Ce 29 mai, l’Assemblée nationale de la République démocratique du Congo tient ce jour une plénière particulièrement décisive autour de la motion initiée contre le Vice-Premier ministre, ministre de l’Intérieur, Sécurité, Affaires coutumières et Décentralisation, Jacquemain Shabani. Un moment politique crucial qui pourrait redessiner les équilibres au sein du gouvernement et renforcer le rôle de contrôle parlementaire.
Au cœur des débats : la responsabilité politique du VPM face aux préoccupations liées à la gestion sécuritaire, à la gouvernance territoriale et à l’administration des entités décentralisées. Les députés nationaux sont appelés à se prononcer sur la pertinence des griefs soulevés, dans un contexte marqué par une forte attente de résultats de la part de la population.
Si la motion est adoptée, elle pourrait déboucher sur une mise en cause directe de l’action du ministre, voire sur son départ du gouvernement. Dans le cas contraire, elle renforcerait sa légitimité politique et consoliderait sa position au sein de l’exécutif.
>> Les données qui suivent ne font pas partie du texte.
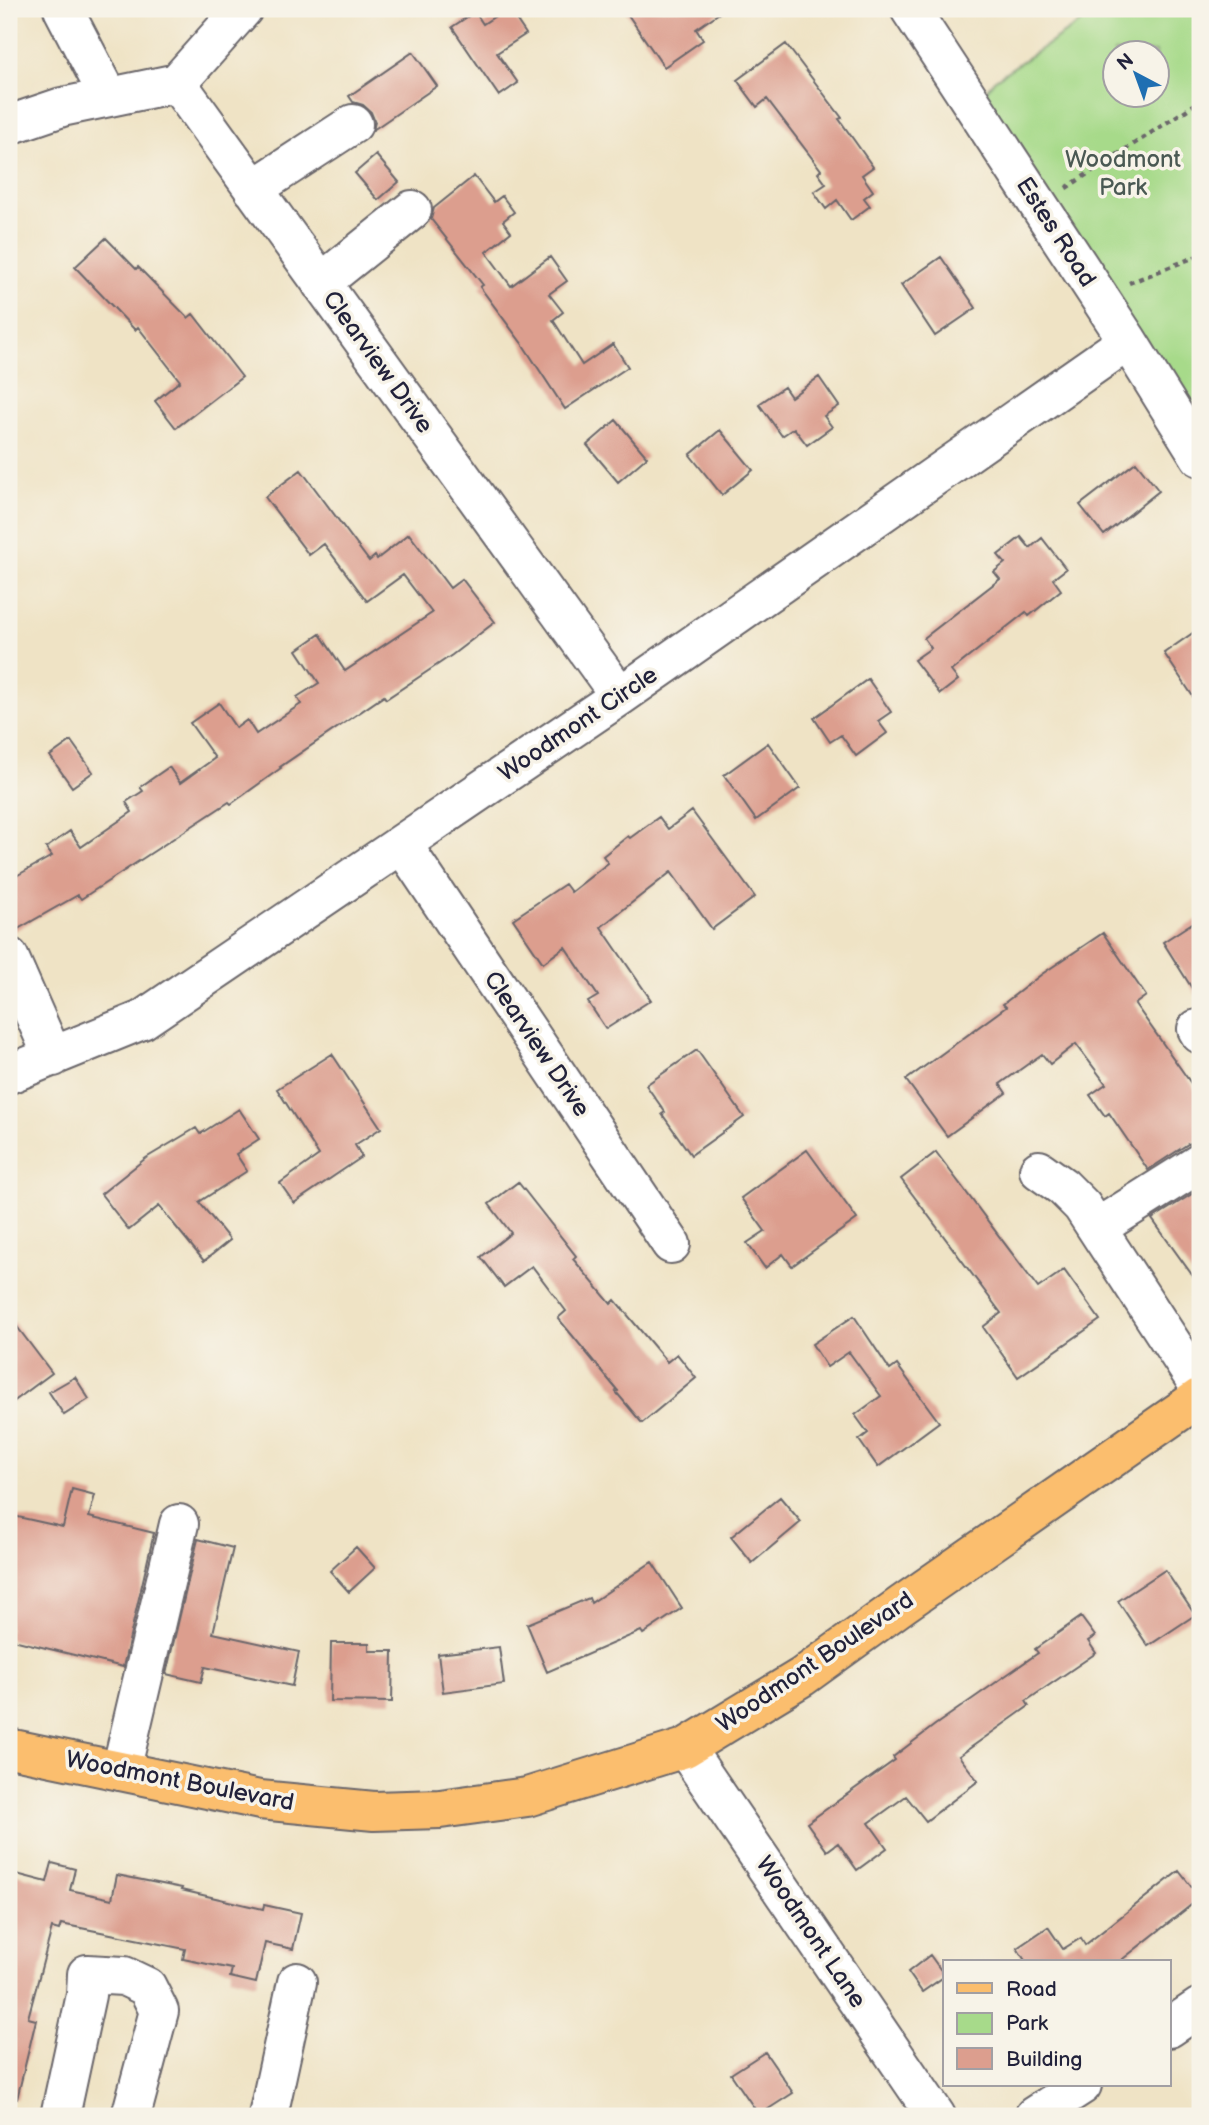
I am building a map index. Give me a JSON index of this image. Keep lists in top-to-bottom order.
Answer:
{
  "streets": {
    "main road": ["Woodmont Boulevard"],
    "street": [
      "Estes Road",
      "Clearview Drive",
      "Woodmont Circle",
      "Woodmont Lane"
    ]
  },
  "crossings": [
    ["Estes Road", "Woodmont Circle"],
    ["Clearview Drive", "Woodmont Circle"],
    ["Woodmont Boulevard", "Woodmont Lane"]
  ],
  "parks": ["Woodmont Park"],
  "legend": ["Road", "Park", "Building"],
  "north": "top left"
}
Pour Jacquemain Shabani, les risques sont avant tout politiques : une perte de crédibilité sur la scène nationale en cas de désaveu parlementaire, une démission forcée ou un remaniement gouvernemental, ainsi qu’un affaiblissement de son autorité sur les services relevant de son ministère. Au-delà de sa personne, c’est également la gestion globale des questions sécuritaires et administratives qui est mise sous examen.
Si la motion aboutit à la destitution du VPM, l’Assemblée nationale de la République démocratique du Congo en sortirait renforcée sur plusieurs plans : un contrôle parlementaire accru sur l’action gouvernementale, une affirmation de l’État de droit où les dirigeants rendent compte de leur gestion, une crédibilité renforcée auprès de l’opinion publique, ainsi qu’un signal fort contre l’impunité dans la gestion des affaires publiques.
Cette plénière s’inscrit dans un climat politique où la transparence, la responsabilité et l’efficacité des institutions sont de plus en plus exigées par les citoyens. L’issue du vote pourrait ainsi constituer un tournant, non seulement pour Jacquemain Shabani, mais aussi pour la dynamique institutionnelle en République démocratique du Congo. Les regards restent tournés vers l’hémicycle, où se joue aujourd’hui bien plus qu’une simple motion : une affirmation du rôle du Parlement dans l’équilibre des pouvoirs.